PriceScope is a major interest of mine because it's related to my career field, and I think we all have things that we are passionate about and focus on more than others do. For me, one of those things is jewelry. I'd like the one piece of jewelry I'm expected to wear for the rest of my life to be something that I like and I don't think that's too much to ask. My partner has things that are important to him, too-- he has a nice motorcycle and he buys nice paintbrushes-- those are the areas in which he will not sacrifice quality. When I buy him gifts, if they're related to either of those things, I make sure to meet his standards of quality. It has nothing to do with thinking the things are more important than the relationship. Honestly, I think the ring/relationship false dichotomy is unfair and kind of offensive.

If you've read my posts, you may know that my frustration came more from the drawn-out trouble with a PITA vendor and some issues related to self-consciousness (do I wish the diamond were bigger? Not really. Do I wish I had prettier, skinnier fingers? Yes). My partner has been nothing but supportive of me and my feelings and likes to remind me that I am beautiful and awesome, because that's what people in healthy relationships do. I've barely even thought about the ring since we got it back after it was completed. That stress is over now and now we are just excited that he has a ring to propose to me with because we are ready to move on and get engaged.

This is also a place for us LIW types to vent.
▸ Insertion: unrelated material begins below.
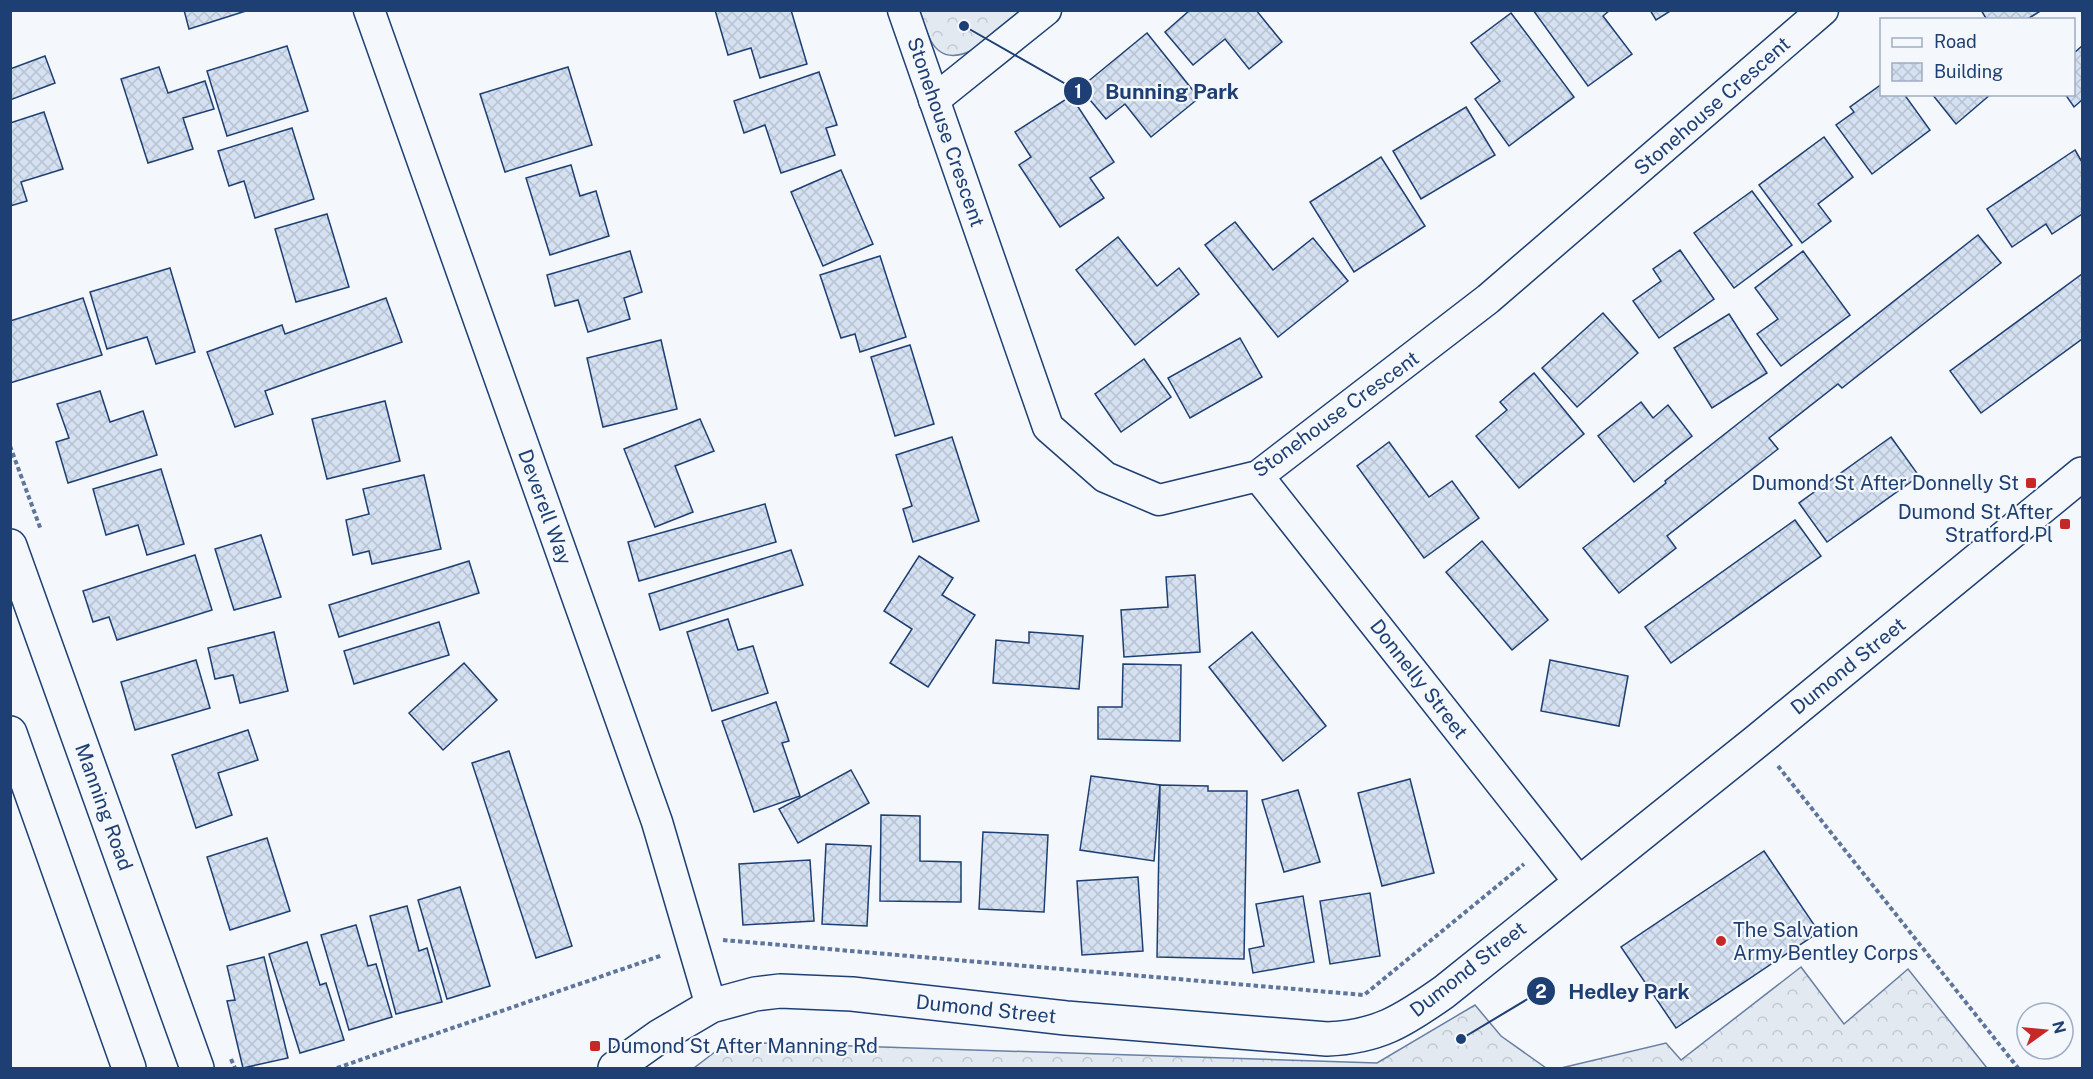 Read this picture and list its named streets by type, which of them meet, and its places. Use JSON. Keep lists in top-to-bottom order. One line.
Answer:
{"streets":{"street":["Stonehouse Crescent","Deverell Way","Dumond Street","Donnelly Street","Manning Road"]},"crossings":[["Stonehouse Crescent","Donnelly Street"],["Deverell Way","Dumond Street"],["Dumond Street","Donnelly Street"]],"places":{"other":["Bunning Park","The Salvation Army Bentley Corps","Hedley Park"],"transit":["Dumond St After Donnelly St","Dumond St After Stratford Pl","Dumond St After Manning Rd"]},"legend":["Road","Building"],"north":"right"}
I don't talk about this stuff in person, which is why I bring my thoughts here. This has not been some huge thing that we think or talk about every day or even every week or month. But I know that when I want some support or need to vent, the girls on this forum are there for me.
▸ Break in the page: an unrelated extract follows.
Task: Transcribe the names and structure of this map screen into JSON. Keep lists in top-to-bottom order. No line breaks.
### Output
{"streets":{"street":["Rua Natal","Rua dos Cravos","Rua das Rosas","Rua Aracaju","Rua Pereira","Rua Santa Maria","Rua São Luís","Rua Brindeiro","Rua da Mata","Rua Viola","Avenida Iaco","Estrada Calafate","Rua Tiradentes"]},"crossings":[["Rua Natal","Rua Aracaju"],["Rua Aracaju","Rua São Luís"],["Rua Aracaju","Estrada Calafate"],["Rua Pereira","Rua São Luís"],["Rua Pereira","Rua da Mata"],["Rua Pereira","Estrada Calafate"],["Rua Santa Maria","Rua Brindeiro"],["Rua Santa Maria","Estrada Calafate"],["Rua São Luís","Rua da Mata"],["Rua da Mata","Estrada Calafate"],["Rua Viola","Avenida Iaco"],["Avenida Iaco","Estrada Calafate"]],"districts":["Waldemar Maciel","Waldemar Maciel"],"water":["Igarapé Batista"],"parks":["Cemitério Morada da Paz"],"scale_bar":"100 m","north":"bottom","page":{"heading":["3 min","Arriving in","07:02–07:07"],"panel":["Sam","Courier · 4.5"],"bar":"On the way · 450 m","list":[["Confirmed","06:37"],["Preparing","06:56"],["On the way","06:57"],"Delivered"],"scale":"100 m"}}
Thank you so much for this. I am currently kind of obsessed with rings, not because I think they have any correlation to my relationship, but because I love jewelry. And it took me a lot of looking and considering to figure out what I actually wanted in a ring - PS is awesome for that. I want my eventual engagement ring to be something I absolutely love and will love for many, many years. I don't think that's wrong. My guy wants a Rolex and I want to get him the one he wants (vintage, not new). He took the time to figure out what his style was, and I want to respect that.

I think people can get obsessed with "things" and think things will make them happy. But they never do. I would marry my guy with a plain band, but if I'm getting anything more than that, I want it to reflect my style and taste. And I feel like maybe CucumberCalm was just saying that she got obsessed with the ring and that she didn't pay enough attention to the relationship - not that you were. I love being able to vent (I've done it) and bounce ideas around with people who share and appreciate my love of jewelry.